SGST: Rs. 300 can be adjusted with SGST on purchase but Rs. 60 cant be adjusted with the balance of CGST. He is liable to pay Rs. 60 in SGST.

Generally, we make payment of tax for all transactions during the month by 20th of next month. We need to file a return for that. When we file a return of a month, a challan is created after filing all basic details. Then we can pay that challan via bank and can file the return. You also need to file a return of sales or outward supply. The return for the payment of tax is GSTR3b and sales is GSTR 1. Apart from this an annual return is also filed. It is called GSTR 9 or annual return.

When to take registration in GST?

Now you may think, whether all of us are required to pay GST. We do but not directly to the government.
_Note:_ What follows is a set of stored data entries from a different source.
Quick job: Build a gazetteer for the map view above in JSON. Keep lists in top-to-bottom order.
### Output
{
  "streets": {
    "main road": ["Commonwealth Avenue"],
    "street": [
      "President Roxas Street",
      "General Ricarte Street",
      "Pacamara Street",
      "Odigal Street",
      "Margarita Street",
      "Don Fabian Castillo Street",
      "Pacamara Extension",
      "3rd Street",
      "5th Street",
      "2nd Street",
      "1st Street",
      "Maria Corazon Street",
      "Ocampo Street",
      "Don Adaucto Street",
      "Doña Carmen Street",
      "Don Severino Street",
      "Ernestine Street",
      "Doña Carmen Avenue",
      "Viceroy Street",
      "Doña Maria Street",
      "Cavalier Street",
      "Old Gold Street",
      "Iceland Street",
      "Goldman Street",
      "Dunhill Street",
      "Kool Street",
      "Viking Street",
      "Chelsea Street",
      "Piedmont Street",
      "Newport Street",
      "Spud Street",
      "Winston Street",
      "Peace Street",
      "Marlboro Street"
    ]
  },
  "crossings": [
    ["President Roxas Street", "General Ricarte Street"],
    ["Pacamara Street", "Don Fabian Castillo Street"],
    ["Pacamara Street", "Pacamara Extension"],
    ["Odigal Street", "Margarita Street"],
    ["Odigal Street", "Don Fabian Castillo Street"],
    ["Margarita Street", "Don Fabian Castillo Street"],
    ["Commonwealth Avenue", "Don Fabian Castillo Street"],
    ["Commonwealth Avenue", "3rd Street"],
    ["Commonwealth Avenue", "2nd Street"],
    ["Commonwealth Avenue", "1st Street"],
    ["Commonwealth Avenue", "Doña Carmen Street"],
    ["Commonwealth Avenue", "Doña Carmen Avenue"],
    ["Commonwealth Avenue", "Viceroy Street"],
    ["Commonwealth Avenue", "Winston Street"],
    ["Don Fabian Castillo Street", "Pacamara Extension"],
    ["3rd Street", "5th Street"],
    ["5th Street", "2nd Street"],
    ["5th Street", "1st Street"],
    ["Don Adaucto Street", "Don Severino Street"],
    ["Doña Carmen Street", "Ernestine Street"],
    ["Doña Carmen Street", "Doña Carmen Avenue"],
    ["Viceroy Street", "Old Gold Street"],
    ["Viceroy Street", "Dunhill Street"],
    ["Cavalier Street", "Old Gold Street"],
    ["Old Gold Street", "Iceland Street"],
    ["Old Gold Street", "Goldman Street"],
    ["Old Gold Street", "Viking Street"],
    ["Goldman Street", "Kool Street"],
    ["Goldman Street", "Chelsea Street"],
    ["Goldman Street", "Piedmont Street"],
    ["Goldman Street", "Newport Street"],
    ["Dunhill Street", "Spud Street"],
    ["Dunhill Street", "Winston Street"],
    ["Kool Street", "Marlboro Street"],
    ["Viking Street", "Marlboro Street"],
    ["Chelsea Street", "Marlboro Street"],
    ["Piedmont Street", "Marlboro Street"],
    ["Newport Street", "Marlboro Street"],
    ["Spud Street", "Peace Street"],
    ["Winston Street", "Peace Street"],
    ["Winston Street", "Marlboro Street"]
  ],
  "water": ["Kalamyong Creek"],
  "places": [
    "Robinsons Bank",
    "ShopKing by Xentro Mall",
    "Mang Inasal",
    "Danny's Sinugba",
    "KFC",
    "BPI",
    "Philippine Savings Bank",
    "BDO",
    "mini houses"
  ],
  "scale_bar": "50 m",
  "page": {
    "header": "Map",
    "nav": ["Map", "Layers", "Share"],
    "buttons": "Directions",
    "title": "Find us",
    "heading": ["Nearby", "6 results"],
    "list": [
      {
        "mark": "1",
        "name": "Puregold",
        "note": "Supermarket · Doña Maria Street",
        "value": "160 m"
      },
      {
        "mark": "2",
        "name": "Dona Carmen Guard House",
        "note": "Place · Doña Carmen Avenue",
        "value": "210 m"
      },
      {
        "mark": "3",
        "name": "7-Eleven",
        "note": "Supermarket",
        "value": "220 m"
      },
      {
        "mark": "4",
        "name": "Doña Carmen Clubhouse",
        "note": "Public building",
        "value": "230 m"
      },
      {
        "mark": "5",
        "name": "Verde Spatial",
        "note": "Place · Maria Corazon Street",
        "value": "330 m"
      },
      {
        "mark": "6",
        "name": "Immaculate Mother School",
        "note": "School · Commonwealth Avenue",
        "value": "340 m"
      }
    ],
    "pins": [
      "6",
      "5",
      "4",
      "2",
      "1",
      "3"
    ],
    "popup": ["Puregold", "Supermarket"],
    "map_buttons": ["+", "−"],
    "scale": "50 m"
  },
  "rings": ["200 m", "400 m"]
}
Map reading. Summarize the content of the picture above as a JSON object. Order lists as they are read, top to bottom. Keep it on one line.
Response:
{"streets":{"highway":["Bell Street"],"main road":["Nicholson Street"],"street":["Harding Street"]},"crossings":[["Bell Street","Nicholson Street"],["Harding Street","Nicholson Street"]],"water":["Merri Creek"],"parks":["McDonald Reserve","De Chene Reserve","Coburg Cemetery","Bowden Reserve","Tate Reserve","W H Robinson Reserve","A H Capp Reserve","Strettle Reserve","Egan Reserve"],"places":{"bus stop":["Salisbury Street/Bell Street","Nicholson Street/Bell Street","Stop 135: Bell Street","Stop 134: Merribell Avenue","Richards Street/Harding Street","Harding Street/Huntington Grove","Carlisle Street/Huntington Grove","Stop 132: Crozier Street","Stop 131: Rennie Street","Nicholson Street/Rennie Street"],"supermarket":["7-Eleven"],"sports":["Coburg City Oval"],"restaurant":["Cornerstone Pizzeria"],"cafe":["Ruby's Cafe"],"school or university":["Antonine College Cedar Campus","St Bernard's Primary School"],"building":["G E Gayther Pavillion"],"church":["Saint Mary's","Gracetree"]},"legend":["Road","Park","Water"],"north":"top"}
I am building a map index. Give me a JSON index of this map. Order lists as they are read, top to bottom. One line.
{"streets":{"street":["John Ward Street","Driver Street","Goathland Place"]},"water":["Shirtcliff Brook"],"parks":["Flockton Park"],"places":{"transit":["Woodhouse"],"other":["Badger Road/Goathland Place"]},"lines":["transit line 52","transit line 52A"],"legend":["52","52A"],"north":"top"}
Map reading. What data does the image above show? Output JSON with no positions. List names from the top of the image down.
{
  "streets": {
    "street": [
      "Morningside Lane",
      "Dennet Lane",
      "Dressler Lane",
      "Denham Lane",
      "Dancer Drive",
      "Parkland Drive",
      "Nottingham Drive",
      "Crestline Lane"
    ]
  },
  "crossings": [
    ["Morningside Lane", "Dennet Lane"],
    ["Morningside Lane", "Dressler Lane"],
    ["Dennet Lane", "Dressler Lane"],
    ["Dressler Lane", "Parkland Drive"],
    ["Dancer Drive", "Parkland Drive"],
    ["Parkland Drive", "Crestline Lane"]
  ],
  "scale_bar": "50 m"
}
Levy section of the CGST Act prescribes the people who are liable to collect and pay tax on behalf of the government. Accordingly following are liable to register:

  • When the turnover crosses Rs. 20 Lac. In case of a supply of Goods only the turnover limit is Rs 40 lac. 
  • Where a person is liable to pay tax under reverse charge
  • A casual taxable person or non-resident taxable person.
  • Inter-state supply of Goods (even for a single transaction)
  • Electronic commerce operator 
  • A person covered under reverse charge
  • An ISD

Filing of returns in GST:

There are only two main returns in GST. GSTR 3b and GSTR 1. 


There is a late fee for the late filing of these returns.  In case of late filing of GSTR 3b, interest is also leviable. We need to pay tax at the time of filing of GSTR3b. The interest rate is 18%. It is levied on the net tax payable after the adjustment of ITC. Domestic supply is declared in table 3.1.b of GSTR 3b. Zero-rated supplies like Export and supply to SEZ developer or unit are to be declared in table 3.1.b of GSTR 3b.

Annual return, GSTR 9: Other than this an annual return is also required to be filed by a registered person. But for the first two years requirement of annual return is waived off for the taxpayers having turnover up to 2 crores. But for the future years this may be required to be filed by every taxpayer.

GSTR 9C, GST Audit: Every taxpayer having turnover more than Rs. 2 crores is required to file GSTR 9C. This is a reconciliation statement and audit report of GST.

Composition scheme of GST for the small taxpayer:

There is a scheme for small taxpayers. It is called the composition scheme. In this scheme fewer compliances are required There is no eligibility of ITC. The taxpayer can pay tax at a reduced rate of 1% in the case of a supply of Goods. In the case of the services tax rate is 6%. This tax is not collected from the buyer There is no tax invoice for this supply. You can opt for it at the GSTN portal at the time of registration or later on. The threshold limit for this levy in 1.5 Cr.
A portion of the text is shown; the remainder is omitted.